II. Les oppositions se fondaient sur l'article 100a) CBE (défaut de nouveauté, article 54 CBE, et défaut d'activité inventive, article 56 CBE), sur l'article 100b) CBE (exposé de l'invention) et sur l'article 100c) CBE (extension au-delà de la demande). La division d'opposition a considéré que le brevet, selon la requête principale, ne divulguait pas l'invention de façon suffisamment claire et complète pour qu'un homme du métier puisse l'exécuter, mais que l'objet de la requête subsidiaire 1 satisfaisait aux exigences de la CBE.
III. Les deux requérantes ont déposé des mémoires exposant les motifs des recours et ont répondu chacune au mémoire de l'autre. La requérante I a sollicité, dans son mémoire de recours, à titre principal l'annulation de la décision de la division d'opposition en ce qu'elle a rejeté sa requête principale (correspondant au jeu de revendications déposé le 20 mars 2008) et était d'avis que la décision de la division d'opposition prise sur la requête subsidiaire était bien fondée. Dans ses écritures ultérieures du 13 février 2014 la requérante I a renouvelé ses requêtes en précisant, qu'à titre principal, elle requérait le maintien du brevet selon la requête principale rejetée par la division d'opposition ou, à défaut, le maintien du brevet sur l'une des requêtes subsidiaires 2 à 8 telles que déposées le 8 février 2013. Elle a en outre demandé que soient admis à la procédure les documents D35 à D38.

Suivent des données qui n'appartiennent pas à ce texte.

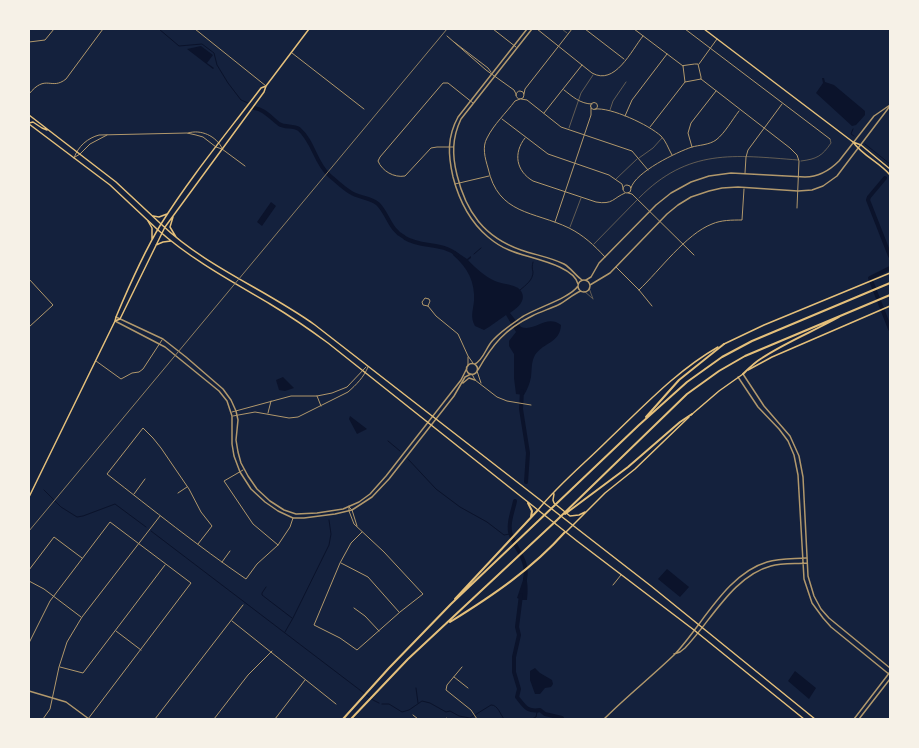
<!DOCTYPE html>
<style>
body{margin:0}
#map{position:relative;width:919px;height:748px;overflow:hidden;background:#14213d;font-family:"Playfair Display",serif}
canvas{display:block}
.frame{position:absolute;inset:0;border:30px solid #f6f1e7;pointer-events:none}
</style>
<div id="map">
<canvas width="919" height="748"></canvas>
<div class="frame"></div>
</div>
<script>
const ctx = document.querySelector('canvas').getContext('2d');
ctx.lineJoin = 'round';
function fill(path, color) { ctx.fillStyle = color; ctx.fill(path, 'evenodd'); }
function stroke(path, color, width, dash) { ctx.strokeStyle = color; ctx.lineWidth = width; ctx.lineCap = dash ? 'butt' : 'round'; ctx.setLineDash(dash || []); ctx.stroke(path); }
fill(new Path2D(`
 M201 46 213 55 207 63 214 68 213 69 187 49Z
 M822 78H824L825 82 834 85 865 111V115L856 125 852 126 816 93 823 83Z
 M271 202 276 206 262 226 257 222Z
 M455 251 467 259 471 256V258L468 260C475 268 486 277 495 281 502 284 510 284 516 287 519 288 519 289 521 291 527 301 517 308 510 313L521 327C536 332 546 314 561 325 560 343 544 342 535 355 531 362 532 370 531 377 530 383 527 390 524 395L516 394 514 378V354L509 346V341L516 332 506 315 489 327 484 330 475 326C470 317 473 311 474 301 475 282 468 268 453 255V252Z
 M283 377 294 388 285 391 279 390 276 380Z
 M350 416 367 429 357 434 349 419Z
 M667 569 689 587 680 597 658 579Z
 M525 574C528 581 528 591 527 600H523L517 598Z
 M535 668 540 673 552 680 553 684 551 687 545 688 540 694H535L530 680V671Z
 M795 671 816 688 809 699 788 681Z`), '#0b132b');
stroke(new Path2D(`
 M159 29 179 46 202 44 214 53 217 65 228 83 241 100 248 103
 M853 129 851 134 854 136
 M865 144 890 164
 M474 254 481 248
 M520 290C526 285 533 280 533 272 532 268 532 266 533 262
 M388 441 400 451
 M408 459 436 489 460 507 487 522 504 535 510 534
 M44 490 61 507 77 517 83 516 115 504 146 527
 M151 531 373 700 379 703
 M266 587 262 593V595L292 618
 M285 632 293 618 329 545 331 534 329 520
 M416 688 418 703
 M382 704H389L402 712 409 710 422 701 430 703 446 712 450 711 459 716 470 718 491 705C498 705 500 714 504 719
 M532 719 536 717 537 712 541 711`), '#0b132b', 1);
stroke(new Path2D(`
 M254 108C264 109 271 118 279 124 285 128 293 125 299 129 314 142 315 163 329 175 335 180 343 188 350 192 358 198 370 197 378 204 388 214 390 230 404 237
 M885 178 869 197 868 200 890 256
 M405 238C421 248 443 242 457 255
 M890 268 870 278 890 329
 M522 391 521 409 528 453 526 482
 M515 501C513 511 507 525 511 535 516 550 529 561 525 579
 M521 595 517 627 519 635 514 657V672L519 689 517 697C525 707 527 712 540 710L545 714 562 718V719`), '#0b132b', 4);
stroke(new Path2D(`
 M562 29 567 33
 M610 110 613 101 626 82
 M569 128 581 93 593 75
 M639 158 653 148 662 138
 M801 161C817 159 822 156 831 143L830 139
 M616 179 637 159
 M639 198C688 148 734 155 798 160
 M570 227 581 198
 M594 244 637 200
 M589 288 593 299
 M584 291 592 298`), '#b1986c', 0.5);
stroke(new Path2D(`
 M195 29 266 86
 M493 29 516 47
 M537 29 592 73C615 86 631 51 643 36
 M585 29 624 59
 M634 29 683 66
 M685 29 830 139
 M447 36 486 70 514 90 516 94
 M29 42 45 40 54 29
 M454 42 488 68 491 72
 M292 53 364 109
 M695 64H698L701 77V79L685 82 683 66Z
 M699 64 717 39
 M701 79 790 148 797 155 799 161 797 208
 M564 90C572 96 580 104 592 104
 M516 95a4 4 0 1 1 8 0a4 4 0 1 1-8 0Z
 M29 94C46 73 51 91 66 79L103 29
 M524 94 525 89 572 29
 M520 99 515 101C506 113 494 124 487 138 482 147 485 158 488 168 498 215 534 211 569 228 583 235 594 245 605 257
 M521 99 527 100 561 127 632 151 648 170
 M590.5 106a3.5 3.5 0 1 1 7 0a3.5 3.5 0 1 1-7 0Z
 M595 109C611 107 649 125 661 136 666 141 668 148 672 155
 M544 113 582 65
 M625 116 632 100 667 54
 M502 119 548 154 609 175 622 184 623 188
 M650 127 685 82
 M188 133C201 129 216 136 222 148
 M525 138C513 153 516 171 533 181L596 202C613 205 613 198 625 193
 M453 147H437L431 148 405 176C394 178 382 171 378 161L380 157 443 83H448L473 103
 M692 147 688 133 691 123 716 91
 M75 157 80 154 90 144 107 135
 M74 158C78 146 88 138 99 135L187 133 196 135 203 137 216 147 222 149 245 166
 M745 173 746 157 748 150 782 104
 M455 184 489 176
 M623 189a4 4 0 1 1 8 0a4 4 0 1 1-8 0Z
 M631 188C635 172 677 152 692 147 699 145 709 145 716 140 725 133 732 120 739 111
 M628 193 632 194 694 255
 M555 222 591 115V108
 M616 267 639 290 652 306
 M29 279 53 305 29 327
 M639 290C660 270 686 234 712 224 721 220 732 220 742 220L744 189
 M428 306 430 301 429 299 425 298 422 302 423 305 428 306 436 316 458 334 468 356 473 363
 M96 361 121 379 132 373 139 372 143 369 162 340
 M468 366V357
 M477 371 481 383
 M472 374 475 380 497 397 507 401 531 405
 M317 396 321 406
 M232 412 291 396H317L332 393 347 387 366 367
 M268 413 271 401
 M233 416 255 412 289 418 298 417 348 392C356 385 364 377 368 367
 M243 470 224 481 253 524 278 545
 M178 493 187 487
 M134 494 145 479
 M349 506V511L354 524 384 552 423 594 400 612 357 650 340 638 314 625 340 563 351 543 362 532
 M349 507 352 510 357 526
 M198 544 212 526 201 512 189 489 161 448 153 438 143 428 107 474C153 510 198 546 246 579L257 564 278 545 290 527 293 518
 M222 562 230 551
 M341 563 368 577 399 612
 M29 570 54 537 82 558
 M29 581 44 589 81 617
 M613 585 621 575
 M354 608 365 616 379 631
 M232 621 336 704
 M116 631 141 650
 M29 643 50 601 110 522 191 583 88 719
 M60 667 83 673 165 565
 M462 667 447 685 446 690 471 710 477 719
 M454 677 468 688
 M413 715 418 719
 M43 719 50 709 59 667 67 642 82 617 160 516
 M155 719 243 605
 M214 719 248 675 272 651
 M275 719 305 680
 M445 719 446 718`), '#b1986c', 1);
stroke(new Path2D(`
 M527 29 458 117C447 137 448 155 453 177 459 200 469 221 488 237 494 242 501 247 509 250 526 258 573 264 578 284
 M532 29 461 119C452 138 452 155 457 175 466 212 484 237 521 250 535 255 550 257 564 264 571 268 575 275 582 280
 M586 280 591 277 599 263 656 205 671 193 691 182 709 176 731 173 805 177C819 177 829 171 839 161L874 116 890 105
 M578 286a6 6 0 1 1 12 0a6 6 0 1 1-12 0Z
 M590 285 610 273 667 214 678 205 691 197 709 191 722 188 738 187 798 191 812 190 823 186 837 176 890 106
 M116 317 163 339 186 357 223 389 231 400 236 411 238 420 236 440 238 452 241 463 248 476 257 489 270 501 284 510 296 514 317 513 343 509 359 502 370 494 386 476 461 380 467 368
 M115 321 165 347 219 391 227 401 232 416V444L234 456 240 472 251 489 265 502 278 511 293 518H304L335 514 352 510 372 497 389 479 454 396 465 377 471 374
 M466.5 369a5.5 5.5 0 1 1 11 0a5.5 5.5 0 1 1-11 0Z
 M475 364C484 359 486 347 493 340 501 331 512 324 522 317 536 308 570 298 578 286
 M478 370C492 345 505 329 532 316 540 312 549 309 558 305 566 301 573 294 581 291
 M743 374 764 406 790 436 799 456 803 477 808 576 814 596 821 609 829 618 890 668
 M738 377 758 407 779 429 788 441 794 455 798 475 804 579 812 603 823 618 831 627 890 675
 M463 383 469 378 475 380
 M674 654 680 652 685 648C711 621 733 576 771 566 782 563 795 564 807 563
 M29 691 66 702 89 719
 M604 719C626 697 651 677 674 655 702 626 726 574 767 562 780 558 793 559 806 558
 M854 719 890 672
 M859 719 890 679`), '#b1986c', 1.5);
stroke(new Path2D(`
 M704 29 853 142C863 156 879 162 890 175
 M29 115 116 182 161 224
 M29 123 33 122 42 128 47 130
 M29 124 110 185 158 230
 M853 142 861 145 890 169
 M724 344 764 325 890 273
 M748 370 772 357 890 306
 M691 415 719 391 743 374
 M554 494 553 500 554 503 570 516 579 515 585 512
 M538 510C558 485 584 464 607 441 642 408 676 371 718 347
 M566 532 605 493 635 469 689 417`), '#e5c07b', 1.5);
stroke(new Path2D(`
 M153 216 159 217 167 214
 M173 217 170 227 176 237
 M148 221 152 228V240
 M161 224C206 267 265 289 315 325L651 586 815 719
 M158 230C192 260 231 281 270 304 290 316 309 329 328 343L577 541 694 630 804 719
 M156 245 163 242 171 241
 M115 321 120 319 165 227 264 92 266 86 309 29
 M29 497 115 321 116 317C129 286 144 252 161 224 191 176 227 133 261 88L266 86`), '#e5c07b', 1.5);
stroke(new Path2D(`
 M743 374C749 368 755 362 762 358 786 342 814 331 839 317
 M646 417 679 380 724 344
 M528 503 532 511 531 517
 M565 514 628 467 680 422 692 414
 M455 599 538 510
 M450 622C492 596 532 569 565 532
 M343 719 389 668 451 604 639 425 687 382 722 357 752 341 890 283
 M351 719 408 659 557 520 687 394 719 371 745 356 890 295`), '#e5c07b', 2);
stroke(new Path2D(`
 M29 531 447 29`), '#918062', 1);
</script>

IV. La requérante II a sollicité l'annulation de la décision objet du recours et la révocation du brevet dans son intégralité, ainsi que le rejet de la requête d'admettre les documents à la procédure. Elle a réfuté les arguments de la requérante I dans ses écritures en réponse.
V. La chambre a convoqué les parties à une procédure orale et leur a adressé une communication selon l'article 15(1) des Règles de Procédure devant les Chambres de Recours (RPCR), où elle a exprimé son avis provisoire, sans préjudice de la décision à venir. La requérante II et l' intimée ont annoncé respectivement par lettres en date du 17 octobre 2017 et du 30 octobre 2017 qu'elles n'assisteraient pas à la procédure orale et n'y seraient pas non plus représentées.
VI. La procédure orale devant la chambre a eu lieu le 14 décembre 2017 en l'absence de la requérante II et de l'intimée. Au cours de la procédure orale, la requérante I a soumis une nouvelle requête subsidiaire 2. Les précédentes requêtes subsidiaires 2 à 8 sont devenues les requêtes subsidiaires 3 à 9.
VII. La présente décision se réfère aux documents suivants :
D3 : Van Bronswijk J.E.M.H et Sinha R.N, 1971, J. Allergy, 47(1), 31-52.
D4 : Yi F.C. et al, 1999, Asian Pacific J. Allergy and Immunology, 17, 189-194.
D5 : Miyamoto J. et al., 1975, Japan J. Exp. Med., 45, 133-138.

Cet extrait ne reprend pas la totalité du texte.